Depuis 2002, vous avez transféré certaines compétences aux collectivités sans les doter des moyens afférents. Dès lors, elles sont bien obligées de répondre aux attentes de leurs concitoyens et d'augmenter les impôts. Ne donnez donc pas de leçons dans cette matière !

Mme la présidente. La parole est à M. Michel Vergnier.

M. Michel Vergnier . Ce débat est particulièrement intéressant et très important.

D'abord, une révision des bases s'impose puisque, bien souvent, elles n'ont pas été révisées depuis près de trente ans.

Ensuite, madame la ministre, arrêtez de montrer du doigt les collectivités territoriales. Dans une collectivité territoriale, chaque euro donné par les contribuables leur est rendu.

M. Philippe Vigier . Ce qu'il ne faut pas entendre !

M. Michel Vergnier. Les collectivités territoriales ne lèvent pas l'impôt par plaisir mais pour rendre des services à la population...

M. Jean-François Mancel. Pour embaucher à tort et à travers !

M. Michel Vergnier. ...ou pour investir. Parce que leurs carnets de commande ne vont pas au-delà de quinze jours ou trois semaines, depuis trois mois environ, des chefs d'entreprises du bâtiment défilent dans mon bureau pour me demander quel sera le montant des investissements dans ma commune.

Madame la ministre, il faut laisser aux collectivités territoriales la possibilité d'investir, ce qui produit un retour direct sur l'économie. Les étrangler et de les étouffer c'est aller à contresens car elles ont alors moins de travail et l'économie tourne à l'envers. C'est une bien mauvaise idée que vous avez là.

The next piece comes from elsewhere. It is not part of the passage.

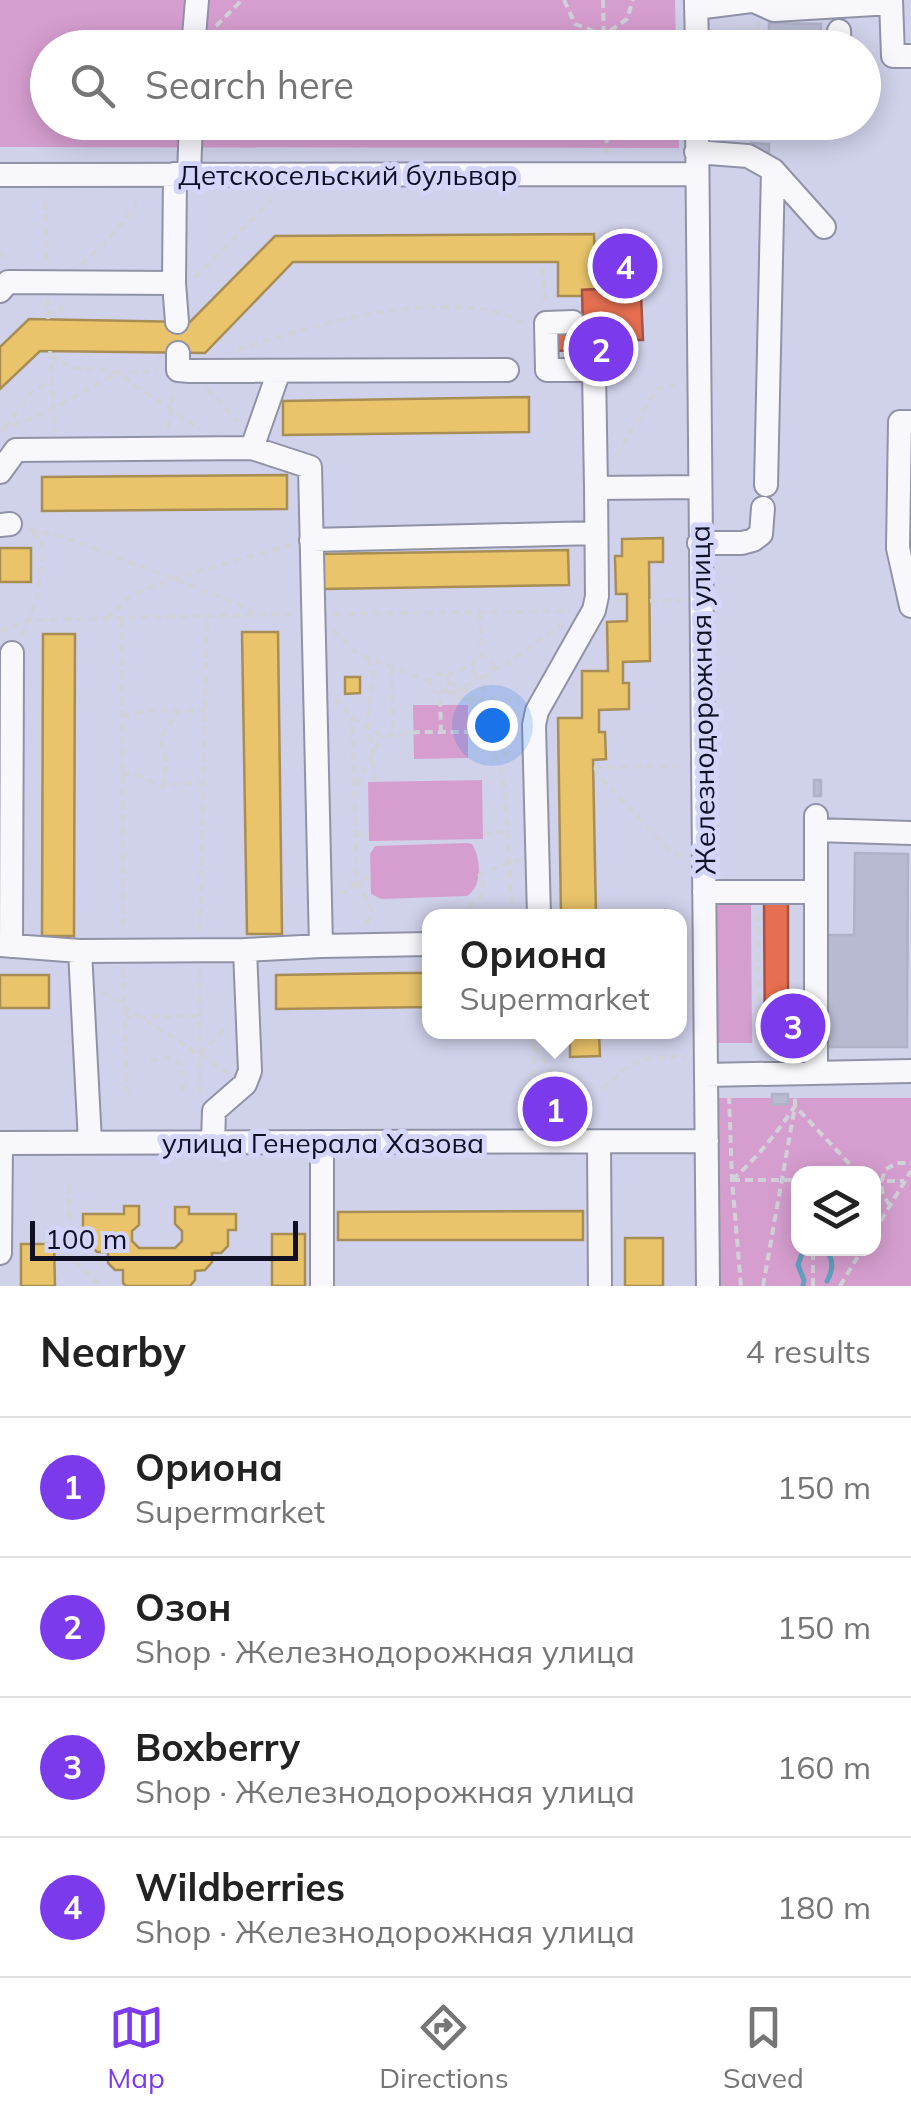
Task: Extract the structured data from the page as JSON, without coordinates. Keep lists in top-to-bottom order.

Mme la présidente. La parole est à M. Charles de Courson.

M. Charles de Courson. Je le répète depuis quinze ans, nous ne sommes pas sérieux dans cette affaire de revalorisation des bases. Pourquoi ? Les bases devraient représenter la valeur locative réelle. Notre collègue a d'ailleurs rappelé que nous avons cette discussion ésotérique parce que nous n'avons jamais révisé les bases. Que faisons-nous chaque année ? Nous indexons, c'est-à-dire que nous consolidons la situation aberrante, en niveau tant absolu que relatif.

M. Michel Bouvard. Exactement !

M. Charles de Courson. Pourquoi prendre 1,018 ? Pour le foncier bâti c'est l'augmentation moyenne des loyers que nous devrions prendre comme index, en distinguant toutefois la partie habitation de la partie économique.

S'agissant du foncier non bâti, je répète depuis vingt ans, que l'on continue à augmenter les assiettes, alors que les situations sont extrêmement diverses dans notre pays : dans certaines régions, comme chez moi, la rentabilité des terres est beaucoup plus élevée que dans d'autres. Or on indexe nationalement alors que l'évolution des revenus agricoles n'est absolument pas homogène : allez expliquer dans le Massif Central ou dans une partie du Sud-Ouest les niveaux incroyables des valeurs locatives !

Appliquer les bases dont nous disposons à la suite de l'énorme travail qui a été mené dans toute la France exige un vrai courage. Hélas, pour ne pas avoir d'ennuis, votre Gouvernement y a renoncé, ce qui a été une énorme bêtise.

M. Pierre-Alain Muet. C'est Charasse !

M. Charles de Courson. Peut-être mais vous l'aviez voté, les enfants !

En résumé, tout cela n'est pas raisonnable. S'agissant du foncier non bâti, je propose de ne pas indexer du tout. Dans certains endroits, le revenu agricole augmente de 3 %, 4 % ou 5 %, alors que dans d'autres il baisse de 2 %, 3 % ou 4 %.